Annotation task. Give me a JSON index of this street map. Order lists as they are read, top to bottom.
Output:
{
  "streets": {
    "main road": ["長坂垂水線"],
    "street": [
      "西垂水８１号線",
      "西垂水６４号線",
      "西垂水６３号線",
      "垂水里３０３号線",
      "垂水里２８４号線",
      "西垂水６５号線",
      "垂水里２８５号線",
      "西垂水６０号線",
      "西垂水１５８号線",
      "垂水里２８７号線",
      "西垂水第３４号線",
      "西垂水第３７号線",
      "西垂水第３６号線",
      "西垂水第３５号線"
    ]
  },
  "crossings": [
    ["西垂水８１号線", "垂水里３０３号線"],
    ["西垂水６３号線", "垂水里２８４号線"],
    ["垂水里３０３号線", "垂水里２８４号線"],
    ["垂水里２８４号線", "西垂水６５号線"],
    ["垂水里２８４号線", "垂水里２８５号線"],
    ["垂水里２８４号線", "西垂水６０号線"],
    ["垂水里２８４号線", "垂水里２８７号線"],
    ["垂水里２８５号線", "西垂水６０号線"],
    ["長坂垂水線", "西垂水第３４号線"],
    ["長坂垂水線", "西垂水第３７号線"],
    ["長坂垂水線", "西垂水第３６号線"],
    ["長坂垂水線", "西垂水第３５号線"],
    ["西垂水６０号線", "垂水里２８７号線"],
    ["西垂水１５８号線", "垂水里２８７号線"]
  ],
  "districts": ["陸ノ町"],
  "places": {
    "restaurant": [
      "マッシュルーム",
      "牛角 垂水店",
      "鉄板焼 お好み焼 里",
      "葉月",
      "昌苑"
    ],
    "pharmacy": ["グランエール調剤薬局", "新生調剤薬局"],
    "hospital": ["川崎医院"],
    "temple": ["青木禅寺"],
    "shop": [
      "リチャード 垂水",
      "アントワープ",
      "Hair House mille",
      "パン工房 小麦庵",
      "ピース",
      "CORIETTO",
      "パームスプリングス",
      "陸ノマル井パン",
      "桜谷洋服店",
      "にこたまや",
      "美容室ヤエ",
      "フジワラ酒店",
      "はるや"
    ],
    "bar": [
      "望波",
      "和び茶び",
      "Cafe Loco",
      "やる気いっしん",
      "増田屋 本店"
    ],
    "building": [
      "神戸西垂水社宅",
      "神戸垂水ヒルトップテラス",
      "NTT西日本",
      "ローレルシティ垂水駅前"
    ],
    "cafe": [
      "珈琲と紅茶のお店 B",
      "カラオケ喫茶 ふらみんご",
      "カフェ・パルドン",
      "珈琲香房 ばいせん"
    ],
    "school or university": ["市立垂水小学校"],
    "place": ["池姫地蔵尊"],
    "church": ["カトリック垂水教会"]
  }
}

*****

> [Work order]: Every line in the data above that contains the word "長坂垂水線" should be copied.

> [Written solution]:
    "main road": ["長坂垂水線"],
    ["長坂垂水線", "西垂水第３４号線"],
    ["長坂垂水線", "西垂水第３７号線"],
    ["長坂垂水線", "西垂水第３６号線"],
    ["長坂垂水線", "西垂水第３５号線"],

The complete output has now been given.